Task input.
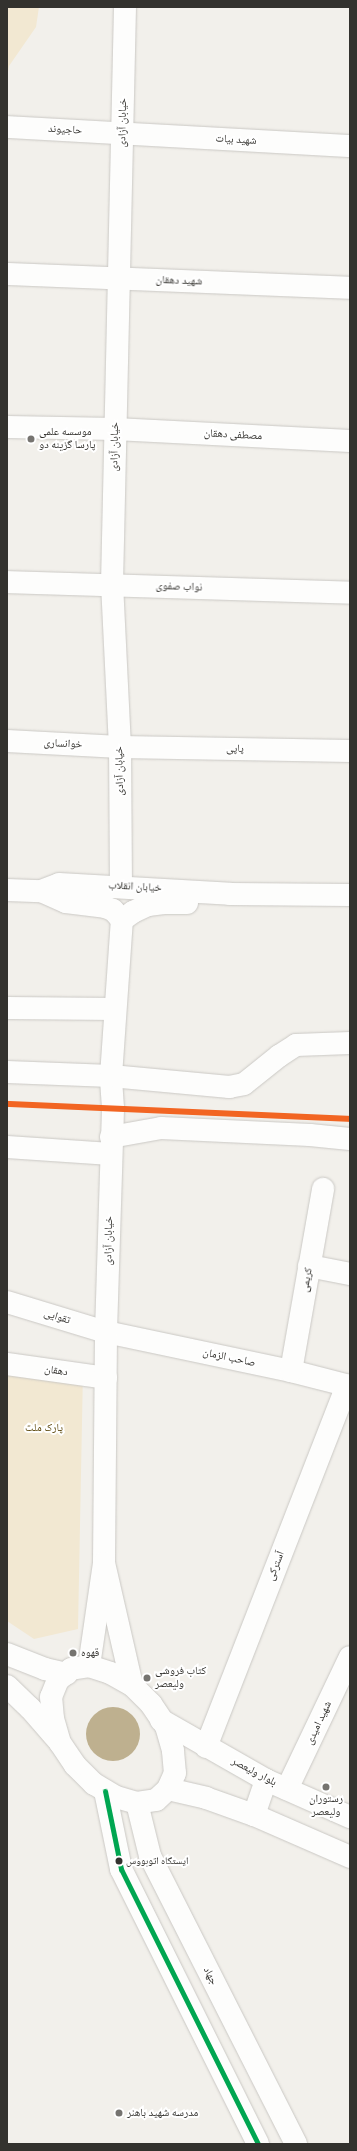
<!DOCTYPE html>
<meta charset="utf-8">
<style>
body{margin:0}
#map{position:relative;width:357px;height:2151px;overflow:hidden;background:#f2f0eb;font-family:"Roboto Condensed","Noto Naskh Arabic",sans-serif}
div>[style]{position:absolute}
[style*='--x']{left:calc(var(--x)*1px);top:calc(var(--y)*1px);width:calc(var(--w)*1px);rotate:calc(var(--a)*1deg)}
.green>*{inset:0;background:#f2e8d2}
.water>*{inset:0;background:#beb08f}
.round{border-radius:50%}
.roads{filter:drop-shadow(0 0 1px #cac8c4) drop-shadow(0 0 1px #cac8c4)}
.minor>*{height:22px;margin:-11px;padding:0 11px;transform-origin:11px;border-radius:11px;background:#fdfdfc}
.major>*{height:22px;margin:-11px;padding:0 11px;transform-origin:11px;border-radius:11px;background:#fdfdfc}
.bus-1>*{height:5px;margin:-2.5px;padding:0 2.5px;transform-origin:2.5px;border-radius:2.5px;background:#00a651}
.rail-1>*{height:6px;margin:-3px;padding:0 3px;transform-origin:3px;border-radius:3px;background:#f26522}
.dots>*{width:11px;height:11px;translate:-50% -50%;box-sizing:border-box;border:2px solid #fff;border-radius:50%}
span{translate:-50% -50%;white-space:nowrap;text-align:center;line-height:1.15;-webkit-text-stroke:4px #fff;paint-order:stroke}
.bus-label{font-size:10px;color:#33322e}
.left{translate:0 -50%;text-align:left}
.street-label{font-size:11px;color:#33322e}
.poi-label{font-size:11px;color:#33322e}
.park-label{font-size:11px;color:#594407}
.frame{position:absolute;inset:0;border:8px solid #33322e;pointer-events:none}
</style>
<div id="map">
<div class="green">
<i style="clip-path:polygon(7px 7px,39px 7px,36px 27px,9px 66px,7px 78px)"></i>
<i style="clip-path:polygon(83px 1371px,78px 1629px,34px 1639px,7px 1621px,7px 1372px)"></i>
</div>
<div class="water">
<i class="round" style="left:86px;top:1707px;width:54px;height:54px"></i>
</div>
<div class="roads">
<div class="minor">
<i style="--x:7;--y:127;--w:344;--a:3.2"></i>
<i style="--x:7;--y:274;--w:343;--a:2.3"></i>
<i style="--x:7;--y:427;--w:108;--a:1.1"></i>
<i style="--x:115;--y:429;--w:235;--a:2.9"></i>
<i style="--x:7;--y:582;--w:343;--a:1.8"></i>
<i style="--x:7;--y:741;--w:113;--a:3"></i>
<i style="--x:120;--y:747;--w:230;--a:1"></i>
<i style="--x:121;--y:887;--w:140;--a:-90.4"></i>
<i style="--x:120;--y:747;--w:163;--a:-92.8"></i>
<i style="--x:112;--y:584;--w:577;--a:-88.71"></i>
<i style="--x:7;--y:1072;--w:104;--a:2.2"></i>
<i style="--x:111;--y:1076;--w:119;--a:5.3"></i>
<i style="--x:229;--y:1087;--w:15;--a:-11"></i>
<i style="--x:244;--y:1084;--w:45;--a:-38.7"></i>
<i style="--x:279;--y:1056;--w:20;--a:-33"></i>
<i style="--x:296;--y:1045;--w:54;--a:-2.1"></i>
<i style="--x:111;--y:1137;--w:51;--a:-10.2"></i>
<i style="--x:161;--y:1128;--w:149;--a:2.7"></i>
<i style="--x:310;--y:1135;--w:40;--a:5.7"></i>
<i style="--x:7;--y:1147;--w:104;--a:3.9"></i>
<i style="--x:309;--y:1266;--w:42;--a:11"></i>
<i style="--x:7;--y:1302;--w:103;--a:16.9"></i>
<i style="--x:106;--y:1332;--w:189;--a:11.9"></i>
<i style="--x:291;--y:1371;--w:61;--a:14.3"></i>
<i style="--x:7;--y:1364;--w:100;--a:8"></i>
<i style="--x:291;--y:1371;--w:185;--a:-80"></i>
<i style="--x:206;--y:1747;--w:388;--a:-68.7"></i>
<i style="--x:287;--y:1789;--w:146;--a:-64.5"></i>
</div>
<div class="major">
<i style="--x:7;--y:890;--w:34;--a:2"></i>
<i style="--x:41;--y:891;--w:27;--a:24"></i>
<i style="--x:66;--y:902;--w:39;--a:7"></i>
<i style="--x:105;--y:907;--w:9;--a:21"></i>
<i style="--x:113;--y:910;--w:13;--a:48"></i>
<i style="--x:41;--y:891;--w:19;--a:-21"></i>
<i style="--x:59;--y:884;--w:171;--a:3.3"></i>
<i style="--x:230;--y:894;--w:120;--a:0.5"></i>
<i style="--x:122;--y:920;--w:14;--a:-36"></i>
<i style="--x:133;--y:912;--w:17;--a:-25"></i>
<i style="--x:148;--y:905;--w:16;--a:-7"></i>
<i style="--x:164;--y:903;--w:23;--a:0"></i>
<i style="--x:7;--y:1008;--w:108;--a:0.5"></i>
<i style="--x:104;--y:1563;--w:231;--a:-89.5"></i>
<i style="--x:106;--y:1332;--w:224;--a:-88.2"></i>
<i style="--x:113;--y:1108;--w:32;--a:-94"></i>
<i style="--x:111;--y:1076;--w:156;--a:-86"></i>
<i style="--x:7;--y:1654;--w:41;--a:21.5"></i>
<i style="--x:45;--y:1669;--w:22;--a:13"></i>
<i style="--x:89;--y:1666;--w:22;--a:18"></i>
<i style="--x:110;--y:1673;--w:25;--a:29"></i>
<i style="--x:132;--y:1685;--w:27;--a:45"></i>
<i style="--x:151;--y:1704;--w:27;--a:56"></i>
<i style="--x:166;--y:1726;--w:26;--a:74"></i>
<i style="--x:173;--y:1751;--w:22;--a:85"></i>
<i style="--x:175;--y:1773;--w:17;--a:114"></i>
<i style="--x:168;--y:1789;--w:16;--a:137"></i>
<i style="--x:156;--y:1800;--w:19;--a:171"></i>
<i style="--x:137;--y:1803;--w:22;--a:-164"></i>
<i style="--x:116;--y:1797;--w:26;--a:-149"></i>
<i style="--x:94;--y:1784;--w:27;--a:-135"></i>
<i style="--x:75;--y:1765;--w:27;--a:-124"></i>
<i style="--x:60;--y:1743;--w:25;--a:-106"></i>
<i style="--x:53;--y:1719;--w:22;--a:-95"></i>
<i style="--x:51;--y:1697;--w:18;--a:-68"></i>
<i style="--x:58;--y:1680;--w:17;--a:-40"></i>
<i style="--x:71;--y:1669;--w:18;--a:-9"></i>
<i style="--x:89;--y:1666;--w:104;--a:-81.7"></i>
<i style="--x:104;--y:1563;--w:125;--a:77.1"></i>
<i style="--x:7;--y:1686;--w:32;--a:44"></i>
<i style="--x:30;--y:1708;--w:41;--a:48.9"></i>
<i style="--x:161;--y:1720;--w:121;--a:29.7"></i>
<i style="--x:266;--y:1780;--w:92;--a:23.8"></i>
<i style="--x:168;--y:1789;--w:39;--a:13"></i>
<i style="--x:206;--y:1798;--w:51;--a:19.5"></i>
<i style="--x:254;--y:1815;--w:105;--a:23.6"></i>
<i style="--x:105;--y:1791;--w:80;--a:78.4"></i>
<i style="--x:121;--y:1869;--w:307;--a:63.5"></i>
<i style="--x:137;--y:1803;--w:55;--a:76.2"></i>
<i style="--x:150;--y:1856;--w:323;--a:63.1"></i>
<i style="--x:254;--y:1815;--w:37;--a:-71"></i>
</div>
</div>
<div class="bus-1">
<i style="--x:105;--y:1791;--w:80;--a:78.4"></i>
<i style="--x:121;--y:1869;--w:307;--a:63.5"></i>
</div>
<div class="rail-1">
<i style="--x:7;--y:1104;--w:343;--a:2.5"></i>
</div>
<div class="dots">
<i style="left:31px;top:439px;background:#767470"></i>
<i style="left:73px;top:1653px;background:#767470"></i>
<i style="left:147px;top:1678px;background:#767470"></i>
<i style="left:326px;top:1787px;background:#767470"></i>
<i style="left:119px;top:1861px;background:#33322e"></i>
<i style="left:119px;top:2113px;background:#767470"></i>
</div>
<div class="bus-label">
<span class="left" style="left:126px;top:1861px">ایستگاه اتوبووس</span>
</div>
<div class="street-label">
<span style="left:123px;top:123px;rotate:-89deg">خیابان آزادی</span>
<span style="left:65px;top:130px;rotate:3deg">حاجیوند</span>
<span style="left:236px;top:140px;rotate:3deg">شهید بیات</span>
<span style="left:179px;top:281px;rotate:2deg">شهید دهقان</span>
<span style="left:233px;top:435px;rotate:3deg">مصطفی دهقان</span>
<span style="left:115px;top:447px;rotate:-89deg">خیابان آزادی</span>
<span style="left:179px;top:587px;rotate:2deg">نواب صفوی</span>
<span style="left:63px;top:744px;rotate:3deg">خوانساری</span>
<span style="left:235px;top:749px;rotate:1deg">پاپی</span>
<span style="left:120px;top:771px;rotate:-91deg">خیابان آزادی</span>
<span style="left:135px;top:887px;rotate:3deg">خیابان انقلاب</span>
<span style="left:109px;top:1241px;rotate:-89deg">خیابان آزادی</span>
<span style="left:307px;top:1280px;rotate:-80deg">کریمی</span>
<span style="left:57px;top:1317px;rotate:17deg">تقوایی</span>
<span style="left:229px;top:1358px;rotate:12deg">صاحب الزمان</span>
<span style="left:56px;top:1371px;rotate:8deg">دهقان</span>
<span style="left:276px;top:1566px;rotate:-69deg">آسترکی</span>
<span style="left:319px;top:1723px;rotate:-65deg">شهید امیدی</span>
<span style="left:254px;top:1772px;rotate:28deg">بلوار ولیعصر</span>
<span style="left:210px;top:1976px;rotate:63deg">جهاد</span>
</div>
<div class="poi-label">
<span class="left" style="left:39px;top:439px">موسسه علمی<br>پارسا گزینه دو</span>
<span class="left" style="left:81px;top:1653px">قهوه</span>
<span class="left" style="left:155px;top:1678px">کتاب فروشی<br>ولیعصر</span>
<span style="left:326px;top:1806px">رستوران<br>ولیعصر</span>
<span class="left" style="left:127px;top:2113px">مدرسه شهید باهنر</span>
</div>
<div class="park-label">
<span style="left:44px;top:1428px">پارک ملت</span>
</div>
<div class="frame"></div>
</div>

Exercise. Return exactly what appears from the opening line of the material through the line with "1px #cac8c4) drop-shadow(0", apart from the pictures.

Written response.
<!DOCTYPE html>
<meta charset="utf-8">
<style>
body{margin:0}
#map{position:relative;width:357px;height:2151px;overflow:hidden;background:#f2f0eb;font-family:"Roboto Condensed","Noto Naskh Arabic",sans-serif}
div>[style]{position:absolute}
[style*='--x']{left:calc(var(--x)*1px);top:calc(var(--y)*1px);width:calc(var(--w)*1px);rotate:calc(var(--a)*1deg)}
.green>*{inset:0;background:#f2e8d2}
.water>*{inset:0;background:#beb08f}
.round{border-radius:50%}
.roads{filter:drop-shadow(0 0 1px #cac8c4) drop-shadow(0 0 1px #cac8c4)}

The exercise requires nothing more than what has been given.